Interview with Erkki

3 minute read

Erkki

Twitter: @eantonkov

LinkedIn: https://www.linkedin.com/in/erkkiantonkov/

Interview

Where are you in your testing journey?

A long way from home, with plenty more to go! :)

I started as a scripted tester in early 2015, with an ISTQB foundation testing qualification hot out of the printer, thinking I was hot shit. Then at my first client site, I realised this was the equivalent of having passed the driving theory multiple question test and driven around the parking lot a few times, and then being dropped onto the M25 at rush hour. The expectation wildly differed from reality!

Since then, I’ve learnt a lot by being in different workplace settings (waterfally, trying to be agile big corporations; small startups; and now a big startup!), going to meetups and conferences, and in general, just getting involved!

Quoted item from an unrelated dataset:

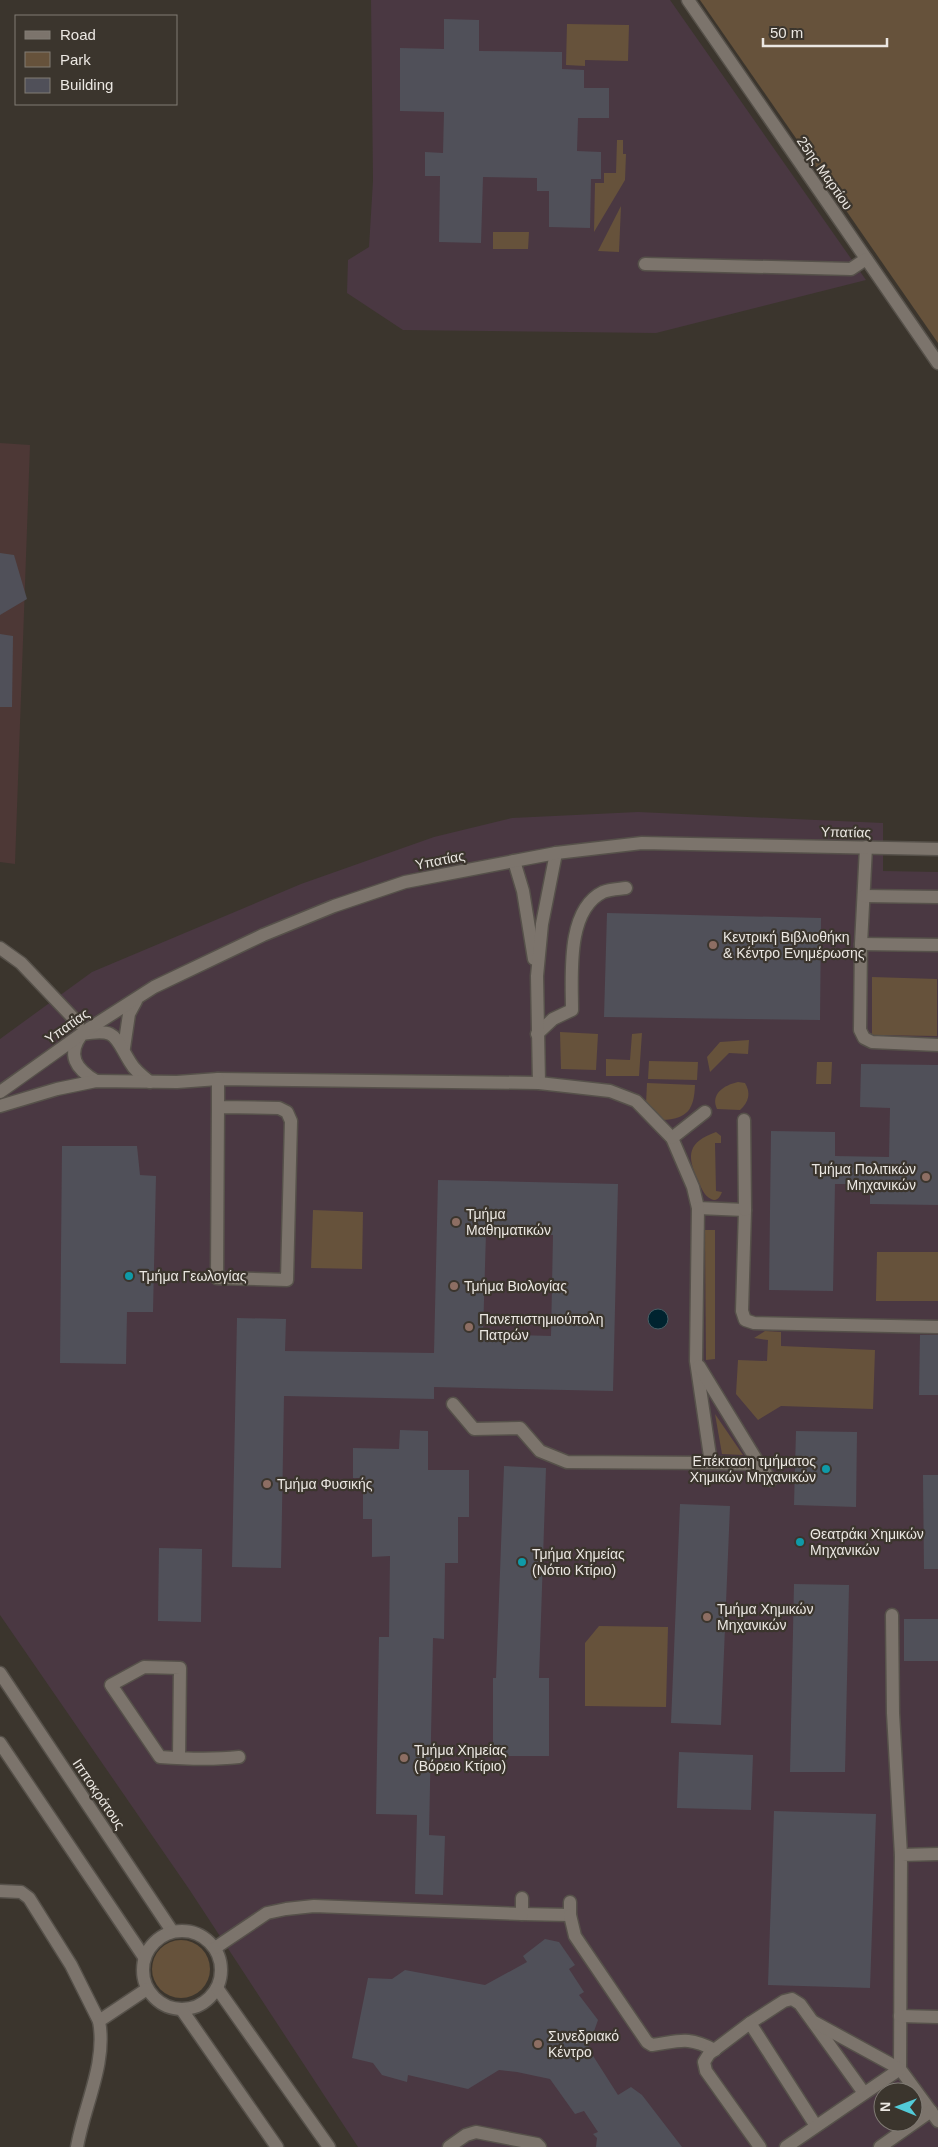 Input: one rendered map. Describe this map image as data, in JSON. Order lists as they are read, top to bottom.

Can’t wait until the pandemic winds down, so I can see all the lovely quality and testing sphere peeps again - I think that’s one of the best parts about the journey in this field :)

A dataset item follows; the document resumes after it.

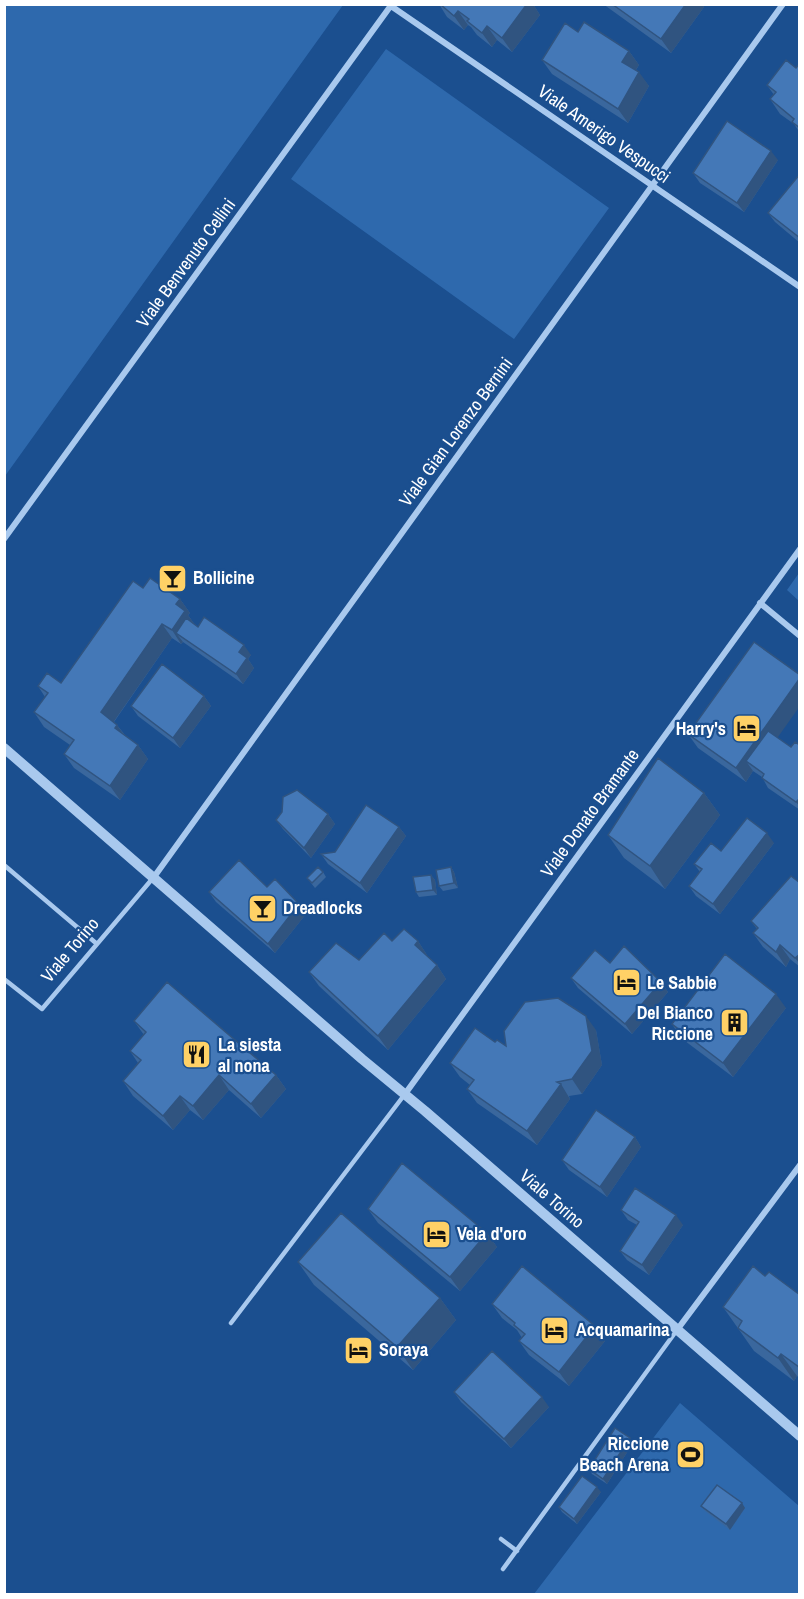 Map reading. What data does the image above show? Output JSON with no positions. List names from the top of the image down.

The best bug you have ever found?

There is a London food chain where I used to get free lunches because the rewards system was badly implemented. When one registered with a GMail address with an alias (e.g. erkki+alias@gmail.com), something went wrong in their system’s backend, which meant that reward points would always be added, never deducted. This also meant that when I used the reward points to get something, the points would also increase, eventually leading me to be able to get quite a lot of bits for free.

I reported this to a few of the managers across a few different sites, but nothing happened (including me not getting a bug bounty), so I continued for a bit. Eventually they closed down the buggy rewards system, but when doing so, they sent me voucher codes to make up for the rewards points I built up. I think I got about 15 free meals worth of vouchers. I decided to leave them be, I think they learnt their lesson!

Advice you would give to Testers?

It can be difficult as a tester/quality person in software, depending on the environment. Quite often one may be pigeonholed into doing certain things and being told that that is the way to do it. Don’t listen to that - it’s all dependent on what the context is.

I personally focus on the people side, as in the end, it’s people building the systems and thus having happy, healthy, productive, communicative people is the way to build good systems.

I’m lucky to be in a role where I don’t do much testing on software per se (if I do, I pair with the software engineers to help coach them on how to do it), but influence it more by facilitating communication, catalysing relationships (between everyone, from user to product reps etc.), bringing up risks, refining communication styles etc. I see myself as being in a support role for the product engineering team, which suits me perfectly - the polyfill to fill in the gaps of the team (with a deeper specialism in testing and quality theory).

Testing and quality is about so much more than scripted testing, find the way you can influence quality that suits you! :)

Also, if you want to level up in testing quick, make sure you get involved with the community! Go to meetups and conferences, join Slack workspaces, read a lot and chat a lot! I wouldn’t be where I am without getting involved. It’s worth the travel time, trust me. I used to travel ~2h one way to get to London for meetups and they opened up a lot of choices.

Very happy to help people who want to get started - please get in touch :)

What does winning mean to you?

Cheesy, but it holds for me: seeing people smile and be happy. This means the users who use our products and interact with us, the team members when they are solving difficult problems, the managers who see they’ve got a good thing going with the team etc.